▽
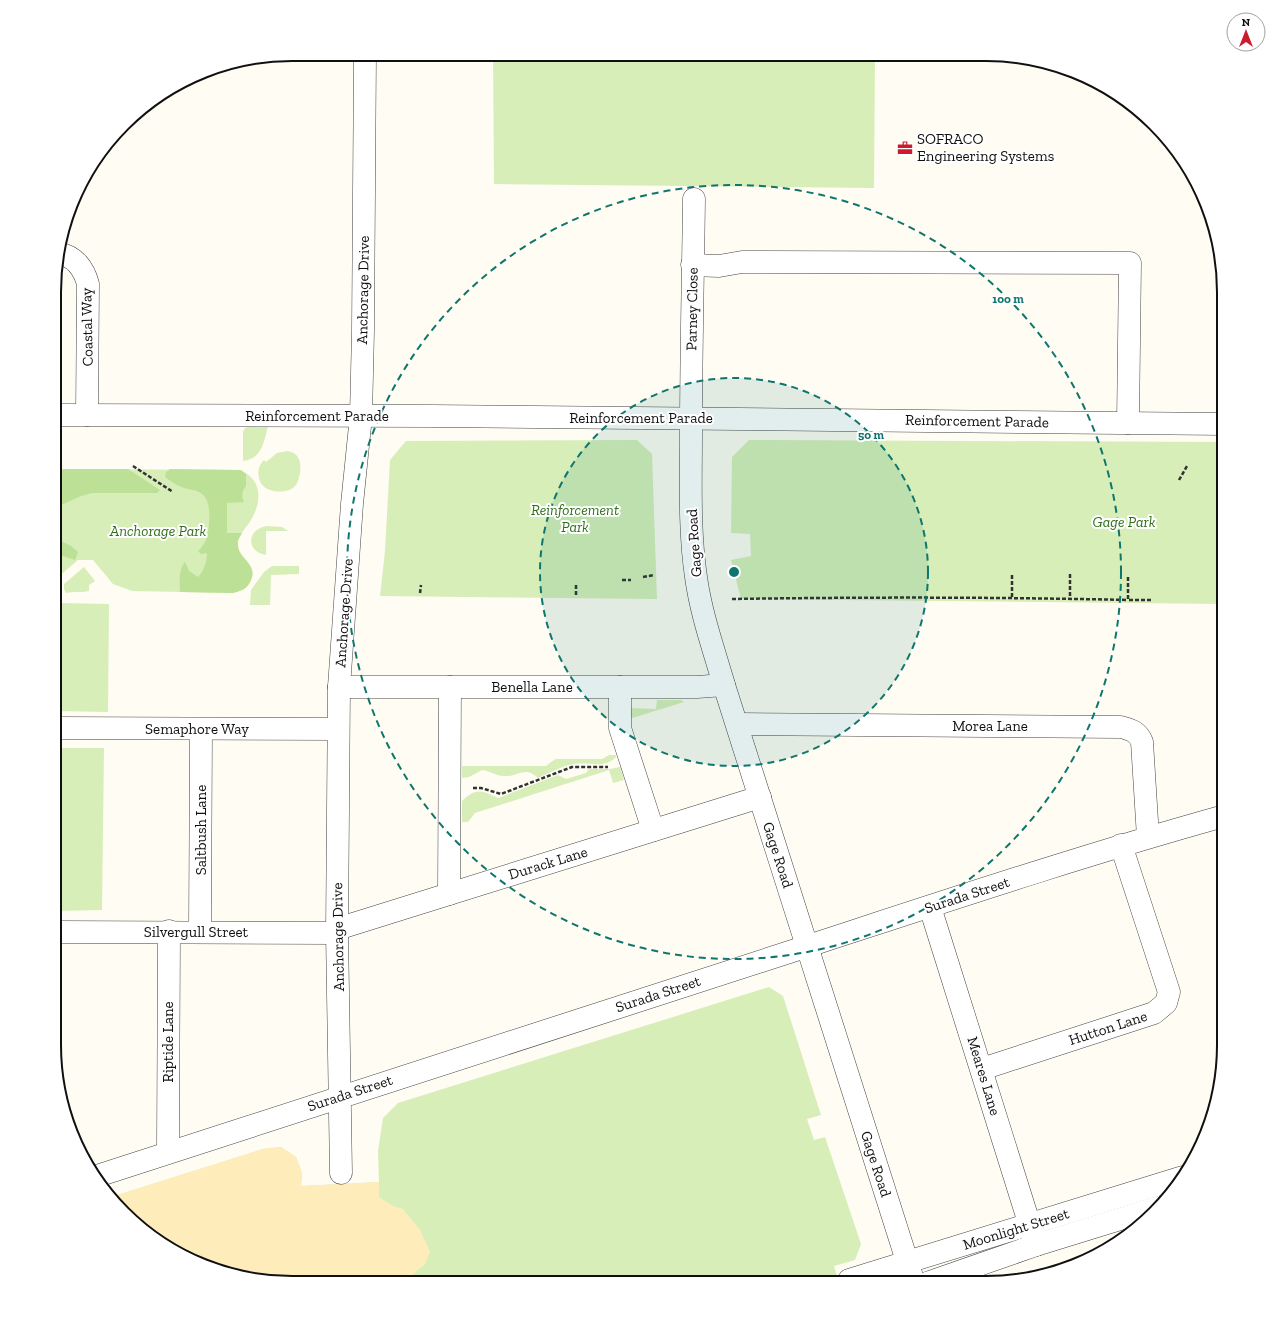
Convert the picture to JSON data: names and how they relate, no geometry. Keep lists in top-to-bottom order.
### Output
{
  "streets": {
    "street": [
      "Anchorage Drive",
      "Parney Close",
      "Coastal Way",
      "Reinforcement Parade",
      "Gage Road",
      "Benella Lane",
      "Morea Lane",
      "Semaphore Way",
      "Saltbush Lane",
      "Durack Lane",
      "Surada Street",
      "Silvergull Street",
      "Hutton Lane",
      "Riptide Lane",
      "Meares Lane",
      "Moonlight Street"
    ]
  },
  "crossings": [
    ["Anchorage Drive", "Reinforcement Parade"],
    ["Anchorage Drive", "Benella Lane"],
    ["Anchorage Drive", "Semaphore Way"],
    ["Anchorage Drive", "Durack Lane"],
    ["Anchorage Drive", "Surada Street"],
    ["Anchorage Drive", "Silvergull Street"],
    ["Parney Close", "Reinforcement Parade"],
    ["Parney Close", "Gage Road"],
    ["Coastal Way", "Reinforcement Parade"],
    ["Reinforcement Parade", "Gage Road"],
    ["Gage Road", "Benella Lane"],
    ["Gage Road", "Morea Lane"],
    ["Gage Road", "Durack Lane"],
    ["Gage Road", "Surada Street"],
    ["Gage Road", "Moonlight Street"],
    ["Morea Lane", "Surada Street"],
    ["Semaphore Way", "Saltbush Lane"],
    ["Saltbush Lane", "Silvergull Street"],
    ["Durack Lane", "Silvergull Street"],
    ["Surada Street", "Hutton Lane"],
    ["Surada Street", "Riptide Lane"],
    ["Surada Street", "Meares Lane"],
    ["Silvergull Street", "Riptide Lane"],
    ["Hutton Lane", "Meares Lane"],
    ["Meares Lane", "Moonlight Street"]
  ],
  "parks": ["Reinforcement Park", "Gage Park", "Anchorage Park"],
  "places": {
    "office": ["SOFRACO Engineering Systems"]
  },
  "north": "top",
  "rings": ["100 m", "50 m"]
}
△
Copy the entries character for character, excluding any pictures.

= RESULT OF THE EXERCISE =
Convert the picture to JSON data: names and how they relate, no geometry. Keep lists in top-to-bottom order.
### Output
{
  "streets": {
    "street": [
      "Anchorage Drive",
      "Parney Close",
      "Coastal Way",
      "Reinforcement Parade",
      "Gage Road",
      "Benella Lane",
      "Morea Lane",
      "Semaphore Way",
      "Saltbush Lane",
      "Durack Lane",
      "Surada Street",
      "Silvergull Street",
      "Hutton Lane",
      "Riptide Lane",
      "Meares Lane",
      "Moonlight Street"
    ]
  },
  "crossings": [
    ["Anchorage Drive", "Reinforcement Parade"],
    ["Anchorage Drive", "Benella Lane"],
    ["Anchorage Drive", "Semaphore Way"],
    ["Anchorage Drive", "Durack Lane"],
    ["Anchorage Drive", "Surada Street"],
    ["Anchorage Drive", "Silvergull Street"],
    ["Parney Close", "Reinforcement Parade"],
    ["Parney Close", "Gage Road"],
    ["Coastal Way", "Reinforcement Parade"],
    ["Reinforcement Parade", "Gage Road"],
    ["Gage Road", "Benella Lane"],
    ["Gage Road", "Morea Lane"],
    ["Gage Road", "Durack Lane"],
    ["Gage Road", "Surada Street"],
    ["Gage Road", "Moonlight Street"],
    ["Morea Lane", "Surada Street"],
    ["Semaphore Way", "Saltbush Lane"],
    ["Saltbush Lane", "Silvergull Street"],
    ["Durack Lane", "Silvergull Street"],
    ["Surada Street", "Hutton Lane"],
    ["Surada Street", "Riptide Lane"],
    ["Surada Street", "Meares Lane"],
    ["Silvergull Street", "Riptide Lane"],
    ["Hutton Lane", "Meares Lane"],
    ["Meares Lane", "Moonlight Street"]
  ],
  "parks": ["Reinforcement Park", "Gage Park", "Anchorage Park"],
  "places": {
    "office": ["SOFRACO Engineering Systems"]
  },
  "north": "top",
  "rings": ["100 m", "50 m"]
}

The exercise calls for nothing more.